Post date:
October 1 2003
Settlement With Internet Company Ensures Transparency In Email Marketing Practices
New York State Attorney General Spitzer today announced a settlement with Yahoo! Inc., the internet portal company based in Sunnyvale, California, that will protect consumers from unwanted email and telemarketing campaigns and ensure that they understand and control marketing solicitations.
The agreement with Yahoo! follows an investigation into changes to the company's marketing program that were announced in March of 2002 and that would have included in Yahoo!'s telemarketing and email campaigns consumers who already opted out. Yahoo will now be required to give these consumers clear notice of Yahoo!'s policies, along with the ongoing opportunity to opt-out of email marketing and Yahoo! will be prohibited from telemarketing to these consumers. In the spring of 2002, Yahoo! sent email messages to registered users indicating that the company was revamping its marketing program and that after sixty (60) days would begin marketing to all registered users, unless they informed the company that they did not wish to receive marketing solicitations. Prior to the March 2002 announcement, during the registration process, Yahoo! had asked consumers a single "yes" or "no" question as to whether they wished to receive any marketing communications.

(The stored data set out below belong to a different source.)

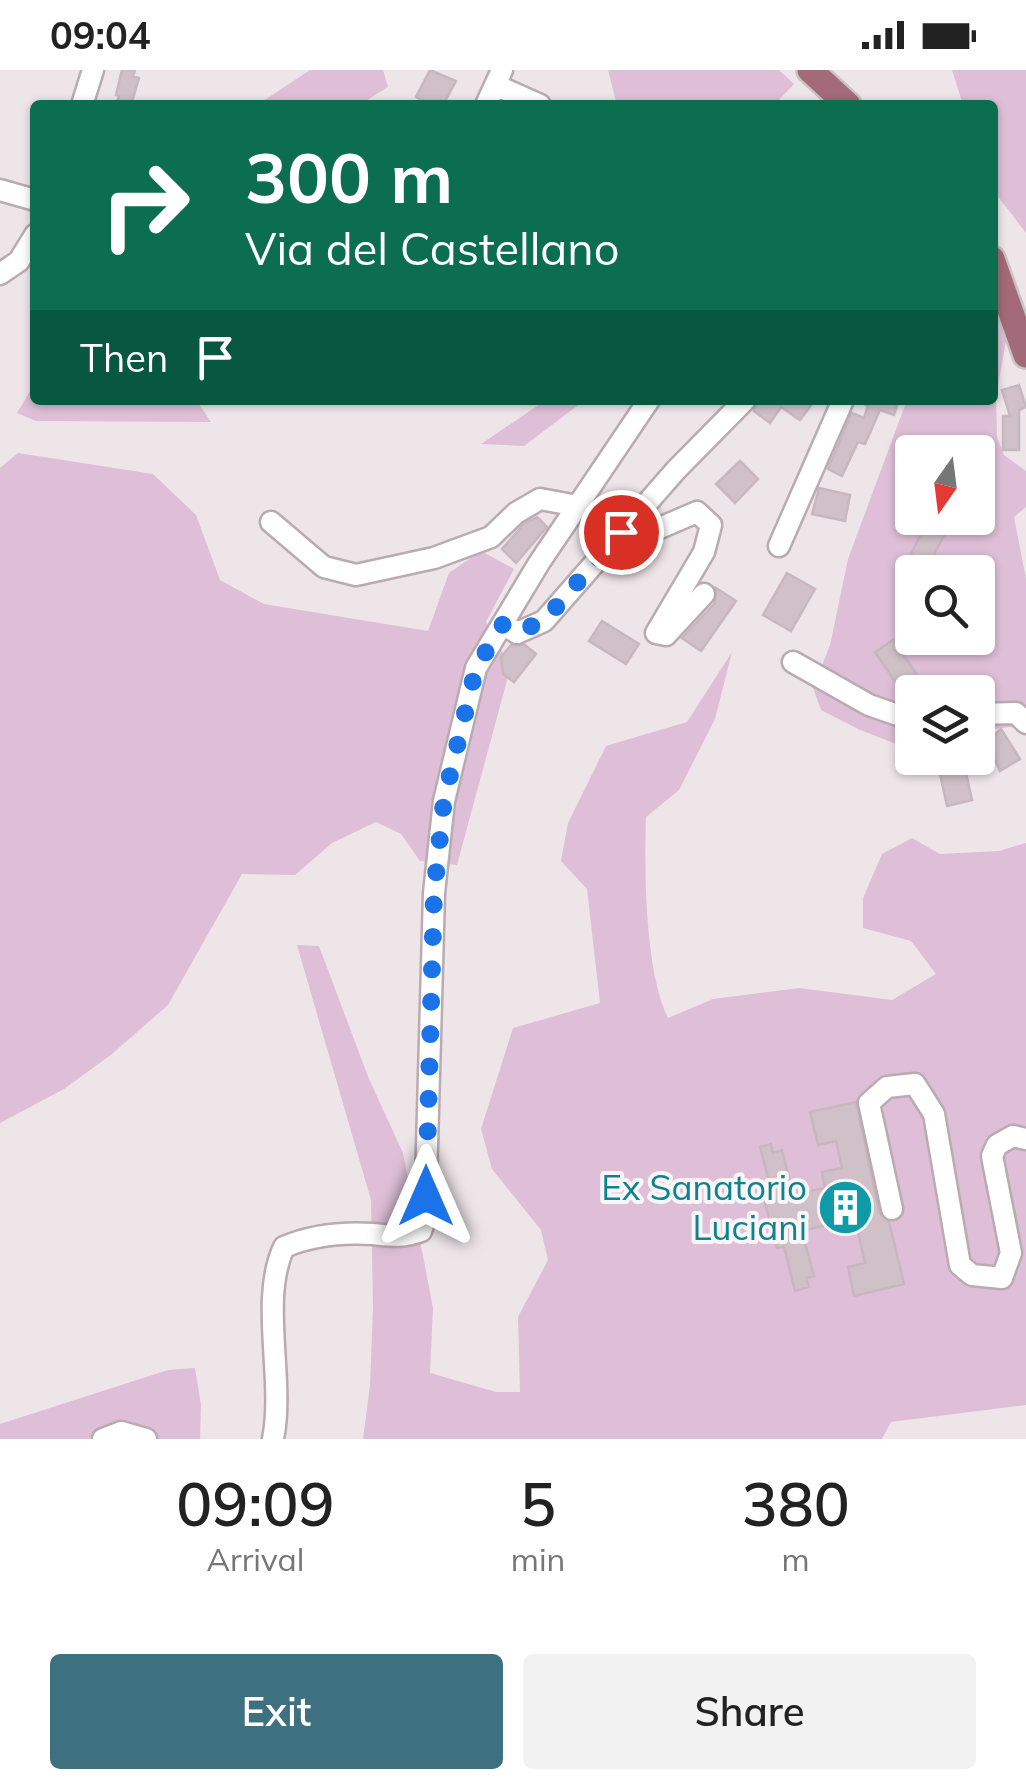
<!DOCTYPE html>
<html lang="en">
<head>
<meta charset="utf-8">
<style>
  :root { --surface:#fff; --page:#f2f2f2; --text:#222; --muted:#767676; --accent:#3e717f }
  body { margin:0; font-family:Mulish,sans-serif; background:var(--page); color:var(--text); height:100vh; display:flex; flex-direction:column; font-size:38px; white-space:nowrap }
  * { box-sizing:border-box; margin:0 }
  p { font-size:32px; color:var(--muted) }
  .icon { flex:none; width:55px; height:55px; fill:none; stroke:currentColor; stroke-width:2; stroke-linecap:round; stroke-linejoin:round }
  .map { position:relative; height:1369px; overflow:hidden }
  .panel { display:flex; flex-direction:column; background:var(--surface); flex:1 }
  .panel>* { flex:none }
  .banner { position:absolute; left:30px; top:30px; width:968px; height:305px; border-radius:10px; box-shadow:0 2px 8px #0004; background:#0b6e4f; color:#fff; overflow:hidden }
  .needle { width:65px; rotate:194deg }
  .controls { position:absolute; left:895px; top:365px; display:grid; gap:20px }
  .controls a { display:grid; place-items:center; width:100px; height:100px; border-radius:10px; background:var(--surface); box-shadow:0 2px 8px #0004; font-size:50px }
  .pin { position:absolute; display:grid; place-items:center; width:85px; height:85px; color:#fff; margin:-42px; border:5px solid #fff; border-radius:50%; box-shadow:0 2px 10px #0007 }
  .me { position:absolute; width:110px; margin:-55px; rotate:0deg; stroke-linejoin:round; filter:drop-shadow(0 0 8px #0008) }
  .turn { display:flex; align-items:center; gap:35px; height:210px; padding:0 50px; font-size:45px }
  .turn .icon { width:130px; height:130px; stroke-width:2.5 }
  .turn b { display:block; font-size:70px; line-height:85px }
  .then { display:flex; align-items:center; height:95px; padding:0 50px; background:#0003; gap:20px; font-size:38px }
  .eta { display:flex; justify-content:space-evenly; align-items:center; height:170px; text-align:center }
  .eta b { font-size:60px; font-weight:600; line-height:70px }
  .action { display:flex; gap:20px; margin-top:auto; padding:20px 50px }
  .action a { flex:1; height:115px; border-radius:10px; background:var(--accent); color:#fff; font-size:40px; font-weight:600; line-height:115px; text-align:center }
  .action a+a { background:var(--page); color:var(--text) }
  .status { display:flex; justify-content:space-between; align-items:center; height:70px; padding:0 50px; background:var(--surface); direction:ltr }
  .status svg { height:28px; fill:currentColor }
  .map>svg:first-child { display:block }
  .green { fill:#debfd7; fill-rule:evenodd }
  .building { fill:#cfc1c7; stroke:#c8b7bf; stroke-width:2.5 }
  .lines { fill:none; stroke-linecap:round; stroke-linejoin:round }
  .minor-casing { stroke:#baabb0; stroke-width:25 }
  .major-casing { stroke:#cac2c4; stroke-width:30 }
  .minor { stroke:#fff; stroke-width:20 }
  .major { stroke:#a36a7a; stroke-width:25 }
  .route { stroke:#1a73e8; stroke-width:18; stroke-dasharray:0 32.4 }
  .labels { text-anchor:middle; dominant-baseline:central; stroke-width:8; stroke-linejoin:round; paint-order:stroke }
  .culture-label { font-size:35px; fill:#0d838f; stroke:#faf6f8; text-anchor:end }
</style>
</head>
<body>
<div class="status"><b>09:04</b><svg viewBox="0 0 49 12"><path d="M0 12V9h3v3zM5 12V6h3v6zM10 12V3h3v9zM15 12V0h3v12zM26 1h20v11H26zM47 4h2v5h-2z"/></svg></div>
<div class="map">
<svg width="1026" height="1369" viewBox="0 0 1026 1369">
  <rect width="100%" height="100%" fill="#eee5e9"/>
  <!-- green -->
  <path class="green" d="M310,0H383L388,17L359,35H257Z
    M608,0H779L794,14L774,35H617Z
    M952,0H1026V163L993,120L992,35H963Z
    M993,219L1007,265L996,327L997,367L1004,385L1026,401V437L1014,447L1026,509V663L1011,657L978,661V622H912V676L907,678L860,660L821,640L813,618L830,575L848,489L907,330H992ZM912,382H978V448H912ZM912,502H978V568H912Z
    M35,313V330H196L211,352L36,351L17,343Z
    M546,330H585L524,376L481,374Z
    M18,383L153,404L196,445L220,510L264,534L428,561L449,503L481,481L514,499L486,552L506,589L509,603L457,795L420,791L401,764L376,752L332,773L295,805L242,804L168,935L112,984L64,1019L0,1053V398Z
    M732,582L715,649L679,720L646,747C644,799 645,902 668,948L713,929L799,918L892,930L936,904L911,871L863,858V828L882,784L912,768L940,784L999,781L1026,773V1335L891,1352L882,1369H363L370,1315L373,1237L371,1130L297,875L319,876L369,1009L403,1083L433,1238L430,1303L496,1322H520L518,1247L548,1190L541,1160L492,1099L481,1059L513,958L600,933L587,819L561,791L568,753L606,676L687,652Z
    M195,1298L201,1335L200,1369H0V1354L168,1300Z"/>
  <!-- building -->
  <path class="building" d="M122,0H135L133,6L139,8L131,35H116L119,26L116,25Z
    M430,0L456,11L443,35H431L416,27Z
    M1019,315L1026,337L1019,340V380H1003V346H1010L1002,320Z
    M758,330H815L800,350L781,337L770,353L754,341Z
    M857,330H899L894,345L880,340L865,374L858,372L842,406L828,399L852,343L864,348L868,336Z
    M740,391L758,409L735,433L716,414Z
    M819,418L850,425L845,451L812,444Z
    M537,447L547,457L516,493L502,479L524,454Z
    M929,448L948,458L926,499L908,490Z
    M787,503L815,519L791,561L763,545Z
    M716,518L736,531L701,581L682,568L715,533Z
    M602,551L639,574L626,594L589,571Z
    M893,570L920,609L902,622L875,582Z
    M511,575H525L536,584L514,612L503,604L501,587Z
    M1001,659L1020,689L1000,701L986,672Z
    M965,698L972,730L947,736L940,704Z
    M856,1032L879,1142L889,1152L904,1214L854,1226L848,1197L865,1193L858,1162L847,1164L844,1151L802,1161L814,1206L806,1208L809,1217L795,1221L784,1177L777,1178L762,1121L771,1119L760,1077L771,1074L773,1083L782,1080L793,1125L825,1118L822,1102L842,1098L836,1071L818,1075L810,1042Z"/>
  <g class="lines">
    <defs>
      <path id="minor" d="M495,15L540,35
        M82,35L93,0
        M486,35L502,0
        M0,120L35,130
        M0,204L19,191L35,165
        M271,452L324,497L356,505L434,488L491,467L516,443L540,429L578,436
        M621,463L641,466L697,442L711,455L704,482L656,563L666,565L704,524
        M779,476L843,330
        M503,554L517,563L544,551L676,400L745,330
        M793,592L869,635L912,650
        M978,644L1016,643L1026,653
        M892,1139L869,1033L887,1017L915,1014L934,1044L960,1195L972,1205L1002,1208L1011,1183L992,1086L997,1075L1013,1066L1026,1069
        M103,1369L121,1362L146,1369
        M273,1369C285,1309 259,1230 284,1177C312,1165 342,1162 373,1164C392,1166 403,1168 421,1161L425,1149L434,823L444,731L476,598L539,493L649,330"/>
      <path id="major" d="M810,0L848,35
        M992,189L1026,285"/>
    </defs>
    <!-- minor casing -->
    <use href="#minor" class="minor-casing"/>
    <!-- major casing -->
    <use href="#major" class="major-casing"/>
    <!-- minor -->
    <use href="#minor" class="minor"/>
    <!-- major -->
    <use href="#major" class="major"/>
  </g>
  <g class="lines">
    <!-- route -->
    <path class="route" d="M426,1126L434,823L444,730L476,598L503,554L517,562L544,551L621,462"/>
  </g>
  <!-- icons -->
  <defs>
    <symbol id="building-disc" viewBox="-11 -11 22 22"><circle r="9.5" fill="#0f9aa8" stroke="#faf6f8"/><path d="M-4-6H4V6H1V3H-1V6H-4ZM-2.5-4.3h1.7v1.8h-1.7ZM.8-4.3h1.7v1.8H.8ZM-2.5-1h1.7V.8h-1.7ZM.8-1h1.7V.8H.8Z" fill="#fff"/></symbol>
  </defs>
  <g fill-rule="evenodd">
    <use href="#building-disc" x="814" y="1106" width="63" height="63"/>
  </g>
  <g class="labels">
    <!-- culture labels -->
    <g class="culture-label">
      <text x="807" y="1117">Ex Sanatorio<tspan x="807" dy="40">Luciani</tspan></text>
    </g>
  </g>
</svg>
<div class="controls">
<a><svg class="needle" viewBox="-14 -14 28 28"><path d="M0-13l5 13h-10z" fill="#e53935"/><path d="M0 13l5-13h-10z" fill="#767676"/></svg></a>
<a><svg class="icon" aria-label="search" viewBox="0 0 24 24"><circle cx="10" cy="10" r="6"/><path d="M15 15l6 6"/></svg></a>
<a><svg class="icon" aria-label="layers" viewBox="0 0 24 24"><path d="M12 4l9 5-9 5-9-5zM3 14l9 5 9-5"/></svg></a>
</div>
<div class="pin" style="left:621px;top:462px;background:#d93025"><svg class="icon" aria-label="arrive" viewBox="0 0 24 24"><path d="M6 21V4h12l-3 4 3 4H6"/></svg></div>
<svg class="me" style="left:426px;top:1126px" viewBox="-20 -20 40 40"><path d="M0-17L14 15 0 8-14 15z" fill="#1a73e8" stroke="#fff" stroke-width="4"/></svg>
<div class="banner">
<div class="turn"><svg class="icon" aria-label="right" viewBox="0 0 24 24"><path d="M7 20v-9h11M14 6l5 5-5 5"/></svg><div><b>300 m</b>Via del Castellano</div></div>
<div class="then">Then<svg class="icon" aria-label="arrive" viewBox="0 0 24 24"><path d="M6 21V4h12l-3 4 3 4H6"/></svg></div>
</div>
</div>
<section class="panel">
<div class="eta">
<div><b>09:09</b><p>Arrival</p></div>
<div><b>5</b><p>min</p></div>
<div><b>380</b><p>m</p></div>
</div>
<div class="action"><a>Exit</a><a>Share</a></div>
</section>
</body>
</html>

"It is neither appropriate nor legally permissible for a company to compile a database of personal information through an online registration process and then attempt to use the information for telemarketing purposes to target consumers who have stated that they do not want to receive solicitations. Morever, consumers need and the law requires adequate and effective notice about changes to the way a company utilizes a consumer's personal information," Spitzer said. "I am pleased that Yahoo! worked with my office in this investigation and agreed to suspend implementation of the program until we were able reach this agreement."
Under the agreement, Yahoo! will not telemarket to consumers who supplied their telephone number as part of their Yahoo! account information and who declined to receive marketing communications under the previous marketing program. The agreement requires Yahoo! to provide consumers with notice 30 days prior to the effective date of any changes to its marketing program and inform them how to "opt-out" or delete their account. Yahoo! must include within the text of any email solicitation sent to consumers, a "clear and conspicuous" hypertext link to an "unsubscribe" page, where consumers may revise their marketing preferences or "opt-out" of the marketing program entirely. Yahoo! will pay $75,000 to cover the costs of the investigation.
This case was handled by Assistant Attorney General Don Tellock of Attorney General Spitzer's Internet Bureau.